THE PROBLEM:
Only the lines that include "each" should be copied from the data below.

*** DATA EXCERPTS Section Begins ***

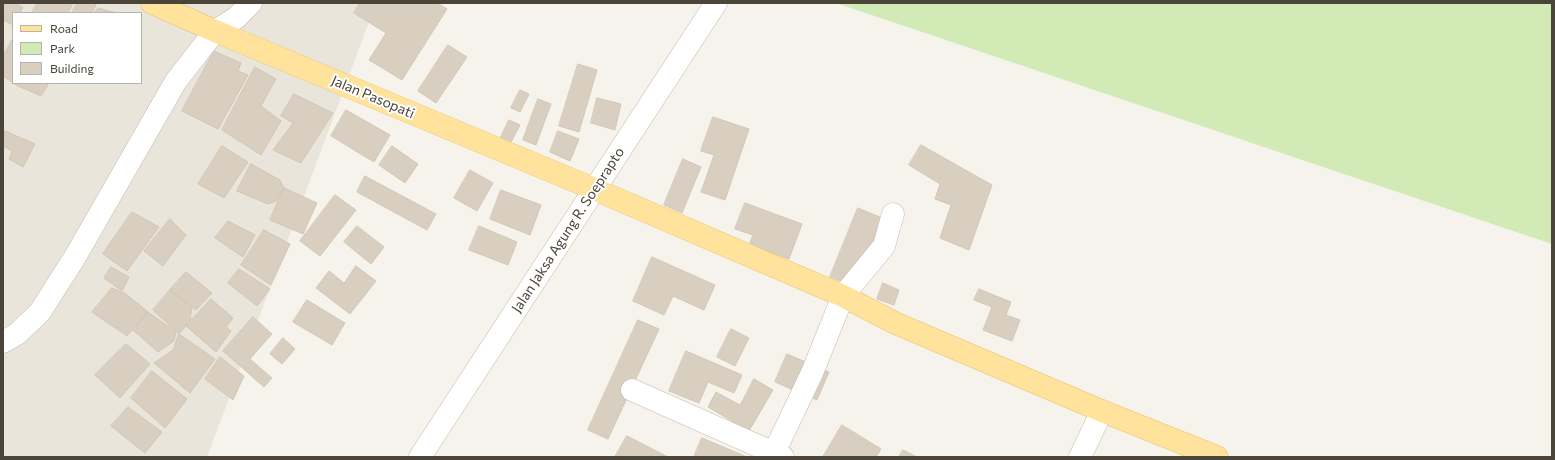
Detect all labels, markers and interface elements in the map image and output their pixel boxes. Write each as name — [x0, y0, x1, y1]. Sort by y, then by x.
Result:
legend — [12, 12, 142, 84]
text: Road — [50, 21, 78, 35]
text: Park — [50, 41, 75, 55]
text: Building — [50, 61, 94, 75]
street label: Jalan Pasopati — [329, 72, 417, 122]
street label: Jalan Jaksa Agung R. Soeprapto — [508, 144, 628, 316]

*** DATA EXCERPTS Section Ends ***
*** DATA EXCERPTS Section Begins ***

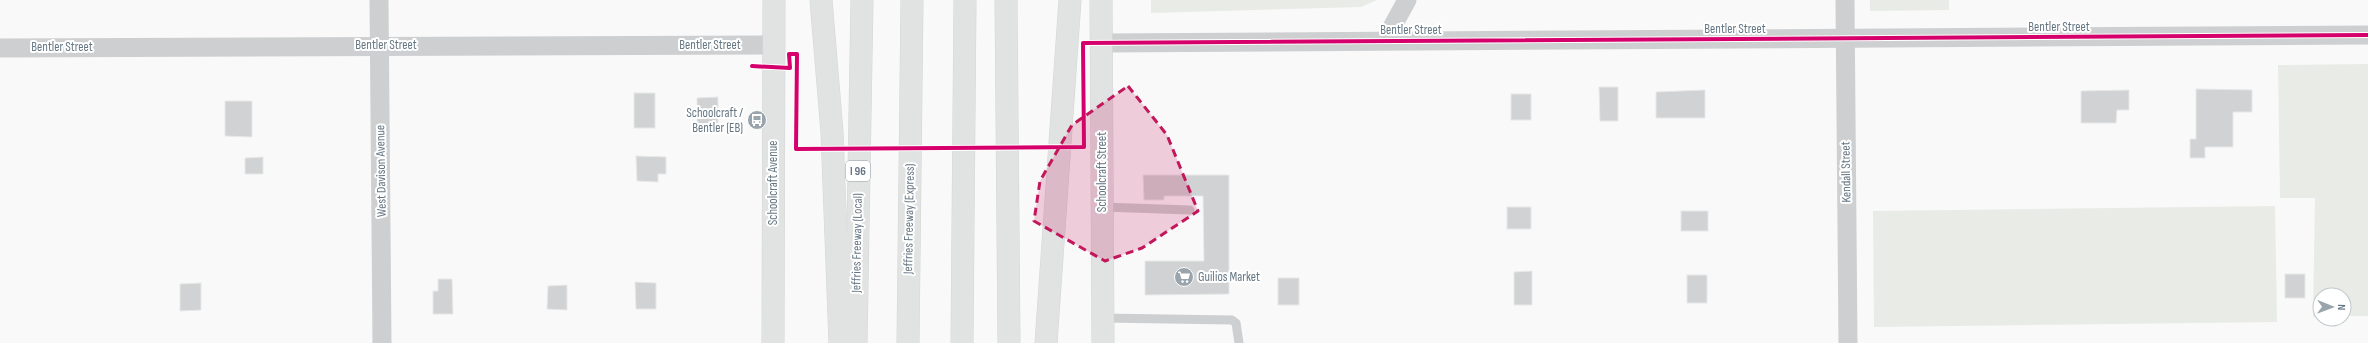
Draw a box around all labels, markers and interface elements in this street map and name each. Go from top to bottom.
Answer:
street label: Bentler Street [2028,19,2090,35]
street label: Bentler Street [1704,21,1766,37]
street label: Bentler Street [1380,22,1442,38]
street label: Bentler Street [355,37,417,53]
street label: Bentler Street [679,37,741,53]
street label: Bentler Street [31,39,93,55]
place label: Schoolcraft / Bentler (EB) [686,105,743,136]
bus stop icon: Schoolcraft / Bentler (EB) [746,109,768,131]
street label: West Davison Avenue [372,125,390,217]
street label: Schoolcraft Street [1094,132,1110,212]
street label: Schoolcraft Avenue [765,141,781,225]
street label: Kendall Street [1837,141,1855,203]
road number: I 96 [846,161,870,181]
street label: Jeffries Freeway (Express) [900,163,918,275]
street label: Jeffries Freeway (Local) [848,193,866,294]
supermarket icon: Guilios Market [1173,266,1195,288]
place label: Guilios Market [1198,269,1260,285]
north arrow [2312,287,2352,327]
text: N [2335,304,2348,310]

*** DATA EXCERPTS Section Ends ***

ANSWER TO THE EXERCISE:
Detect all labels, markers and interface elements in the map image and output their pixel boxes. Write each as name — [x0, y0, x1, y1]. Sort by y, then by x.
Draw a box around all labels, markers and interface elements in this street map and name each. Go from top to bottom.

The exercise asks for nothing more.